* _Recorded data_
● ● ●
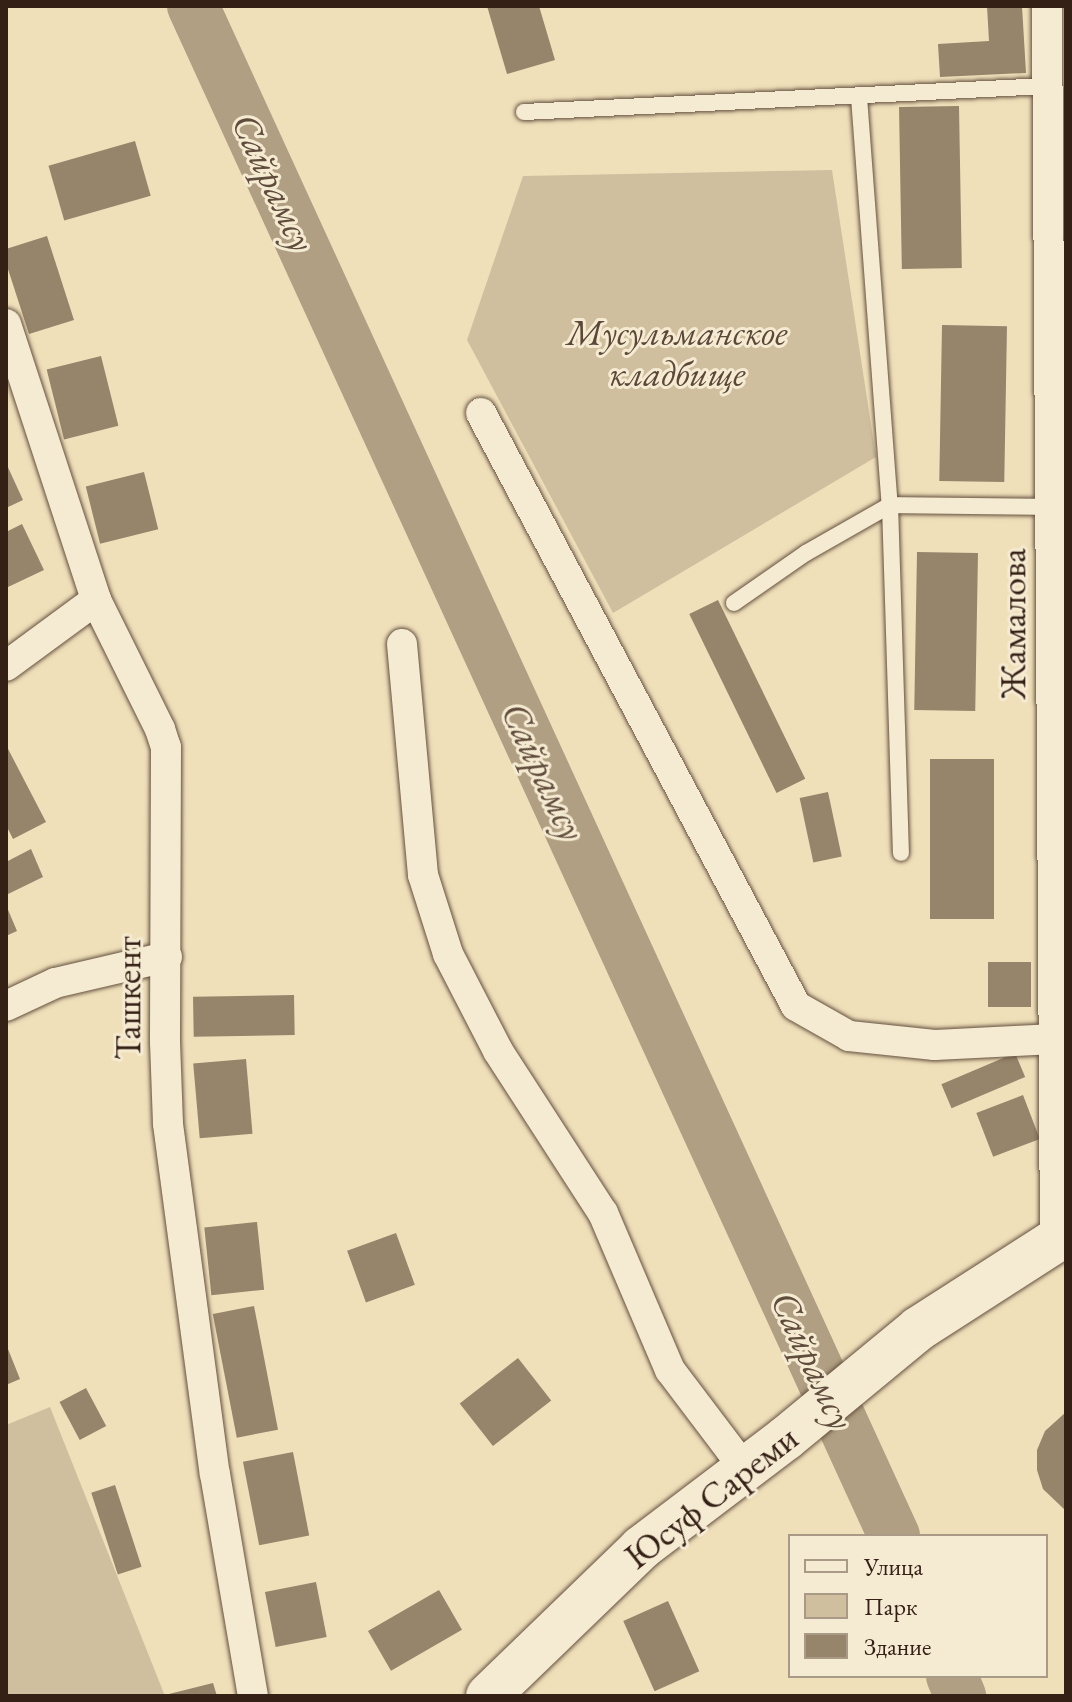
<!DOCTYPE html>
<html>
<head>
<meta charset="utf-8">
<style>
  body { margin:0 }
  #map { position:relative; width:1072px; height:1702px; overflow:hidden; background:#f0e0ba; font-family:"EB Garamond",serif }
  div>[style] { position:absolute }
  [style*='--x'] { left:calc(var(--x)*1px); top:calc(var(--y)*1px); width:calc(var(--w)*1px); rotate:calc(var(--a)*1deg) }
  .green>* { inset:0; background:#d0bf9e }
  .river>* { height:52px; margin:-26px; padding:0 26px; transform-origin:26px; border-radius:26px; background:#b09f82 }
  .building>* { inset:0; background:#96846b; transform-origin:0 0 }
  .roads { filter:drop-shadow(0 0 2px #64503f) drop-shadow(0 0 2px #64503f) }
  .service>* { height:16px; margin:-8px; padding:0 8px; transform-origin:8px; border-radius:8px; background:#f5ebd2 }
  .minor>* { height:30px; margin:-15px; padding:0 15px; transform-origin:15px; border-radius:15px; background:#f5ebd2 }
  .secondary>* { height:44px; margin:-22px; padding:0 22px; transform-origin:22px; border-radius:22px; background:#f5ebd2 }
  span { translate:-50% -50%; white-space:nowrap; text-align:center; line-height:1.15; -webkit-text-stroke:6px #f5ebd2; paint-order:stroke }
  .park-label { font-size:36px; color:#5c4838; font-style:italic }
  .street-label { font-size:36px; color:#352016 }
  .water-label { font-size:38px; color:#604c3c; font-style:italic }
  .frame { position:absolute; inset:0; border:8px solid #352016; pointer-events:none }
  .legend { position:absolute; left:788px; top:1534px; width:260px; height:144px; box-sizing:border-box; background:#f5ebd2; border:2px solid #a89a87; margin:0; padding:10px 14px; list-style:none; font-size:24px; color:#352016 }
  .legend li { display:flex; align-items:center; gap:16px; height:40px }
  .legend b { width:40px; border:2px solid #a89a87 }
</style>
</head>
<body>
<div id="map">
  <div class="green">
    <i style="clip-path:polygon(832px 170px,876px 457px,613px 613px,467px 340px,523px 176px)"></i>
    <i style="clip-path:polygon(50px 1407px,165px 1696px,6px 1696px,6px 1425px)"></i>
  </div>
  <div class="river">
    <i style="--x:193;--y:6;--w:1683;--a:65.38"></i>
    <i style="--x:952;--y:1676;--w:22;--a:68"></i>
  </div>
  <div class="building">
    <i style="clip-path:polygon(487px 6px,539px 6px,555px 60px,507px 74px)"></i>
    <i style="clip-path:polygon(987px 6px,1022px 6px,1026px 73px,940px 77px,938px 44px,989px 41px)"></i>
    <i style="left:959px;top:106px;width:162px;height:60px;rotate:89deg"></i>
    <i style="left:135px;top:141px;width:57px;height:90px;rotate:74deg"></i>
    <i style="clip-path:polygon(47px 236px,74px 320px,29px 334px,6px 263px,6px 249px)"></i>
    <i style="left:942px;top:325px;width:65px;height:156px;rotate:1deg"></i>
    <i style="left:101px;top:356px;width:72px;height:56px;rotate:76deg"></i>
    <i style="clip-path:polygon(6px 463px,23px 500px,6px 508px)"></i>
    <i style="left:144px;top:472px;width:59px;height:60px;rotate:76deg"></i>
    <i style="clip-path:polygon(22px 524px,44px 570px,8px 587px,6px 532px)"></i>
    <i style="left:917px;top:552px;width:61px;height:158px;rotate:1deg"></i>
    <i style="left:718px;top:600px;width:199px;height:32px;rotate:64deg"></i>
    <i style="clip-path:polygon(6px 745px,46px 822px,13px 839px,6px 825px)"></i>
    <i style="left:930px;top:759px;width:64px;height:160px"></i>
    <i style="left:828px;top:792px;width:66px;height:29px;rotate:78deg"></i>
    <i style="clip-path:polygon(31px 849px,43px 877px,6px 895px,6px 862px)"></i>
    <i style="clip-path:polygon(6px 905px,17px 931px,6px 936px)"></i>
    <i style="left:988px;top:962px;width:43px;height:45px"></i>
    <i style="left:294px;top:995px;width:40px;height:101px;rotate:89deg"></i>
    <i style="left:1015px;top:1053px;width:26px;height:80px;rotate:67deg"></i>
    <i style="left:246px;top:1059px;width:75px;height:53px;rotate:85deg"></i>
    <i style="left:1023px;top:1095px;width:47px;height:50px;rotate:69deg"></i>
    <i style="left:257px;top:1222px;width:68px;height:53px;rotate:84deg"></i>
    <i style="left:396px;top:1233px;width:55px;height:52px;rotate:70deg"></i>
    <i style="left:254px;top:1306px;width:126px;height:42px;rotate:79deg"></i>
    <i style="clip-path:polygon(6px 1344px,20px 1379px,6px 1385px)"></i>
    <i style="left:518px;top:1358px;width:54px;height:74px;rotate:52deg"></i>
    <i style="left:86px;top:1388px;width:43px;height:30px;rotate:62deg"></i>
    <i style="clip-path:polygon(1066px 1412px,1066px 1511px,1043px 1489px,1037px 1470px,1037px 1450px,1045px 1431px)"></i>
    <i style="left:293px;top:1452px;width:85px;height:51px;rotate:79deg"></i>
    <i style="left:115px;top:1485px;width:86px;height:25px;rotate:72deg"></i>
    <i style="left:316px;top:1582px;width:56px;height:52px;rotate:79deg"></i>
    <i style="left:439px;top:1590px;width:46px;height:82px;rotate:60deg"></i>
    <i style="left:668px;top:1601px;width:77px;height:49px;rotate:66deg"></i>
    <i style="clip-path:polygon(213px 1683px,217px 1696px,165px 1696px,165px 1695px)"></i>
  </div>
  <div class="roads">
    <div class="service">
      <i style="--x:859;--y:97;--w:409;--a:85.7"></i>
      <i style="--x:890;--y:505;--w:348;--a:88.2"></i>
      <i style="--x:524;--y:112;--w:524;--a:-2.85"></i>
      <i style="--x:734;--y:603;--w:88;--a:-34.8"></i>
      <i style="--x:806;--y:553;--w:97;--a:-29.7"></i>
      <i style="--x:890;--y:505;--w:160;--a:0.7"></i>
    </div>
    <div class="minor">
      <i style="--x:1047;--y:6;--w:1235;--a:89.63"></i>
      <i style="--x:6;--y:324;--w:290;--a:71.9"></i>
      <i style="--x:96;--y:600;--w:144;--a:63.6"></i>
      <i style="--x:160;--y:729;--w:19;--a:72"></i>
      <i style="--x:166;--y:747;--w:295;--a:90.2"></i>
      <i style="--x:165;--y:1042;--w:82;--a:87.9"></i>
      <i style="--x:168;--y:1124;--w:353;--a:82.4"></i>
      <i style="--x:215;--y:1474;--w:225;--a:80.3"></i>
      <i style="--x:481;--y:413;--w:671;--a:62.02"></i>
      <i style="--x:796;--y:1006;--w:61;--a:29.5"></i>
      <i style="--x:849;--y:1036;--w:86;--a:6"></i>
      <i style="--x:935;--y:1045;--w:120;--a:-2.9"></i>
      <i style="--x:402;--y:644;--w:232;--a:84.8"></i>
      <i style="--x:423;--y:875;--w:83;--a:72.4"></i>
      <i style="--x:448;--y:954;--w:109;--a:62.7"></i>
      <i style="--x:498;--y:1051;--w:193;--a:57.1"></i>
      <i style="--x:603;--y:1213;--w:171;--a:66.9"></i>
      <i style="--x:670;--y:1370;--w:123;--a:52.9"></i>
      <i style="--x:6;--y:666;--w:112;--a:-36.3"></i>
      <i style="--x:6;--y:1006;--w:54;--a:-25.1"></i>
      <i style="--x:55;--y:983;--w:115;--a:-13.1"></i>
    </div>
    <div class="secondary">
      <i style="--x:488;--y:1696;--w:213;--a:-44"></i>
      <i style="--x:641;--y:1548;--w:182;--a:-37.2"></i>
      <i style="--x:786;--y:1438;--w:171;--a:-39.5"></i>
      <i style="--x:918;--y:1329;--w:176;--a:-32.7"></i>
    </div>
  </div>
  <div class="park-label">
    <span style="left:677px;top:353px">Мусульманское<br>кладбище</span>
  </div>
  <div class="street-label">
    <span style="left:1013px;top:624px;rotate:-90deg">Жамалова</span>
    <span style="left:128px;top:998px;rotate:-90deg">Ташкент</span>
    <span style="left:711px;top:1497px;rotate:-38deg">Юсуф Сареми</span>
  </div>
  <div class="water-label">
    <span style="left:274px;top:182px;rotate:65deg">Сайрамсу</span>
    <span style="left:544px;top:771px;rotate:65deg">Сайрамсу</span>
    <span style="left:813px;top:1360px;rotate:65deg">Сайрамсу</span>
  </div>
  <div class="frame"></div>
  <ul class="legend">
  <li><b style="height:10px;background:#f5ebd2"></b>Улица</li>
  <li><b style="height:22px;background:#d0bf9e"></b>Парк</li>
  <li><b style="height:22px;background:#96846b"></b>Здание</li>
  </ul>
</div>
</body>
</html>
● ● ●
* _The task_
Only the lines above that hold "service" are wanted. Show every one of them.

* _Reply to the task_
  .service>* { height:16px; margin:-8px; padding:0 8px; transform-origin:8px; border-radius:8px; background:#f5ebd2 }
    <div class="service">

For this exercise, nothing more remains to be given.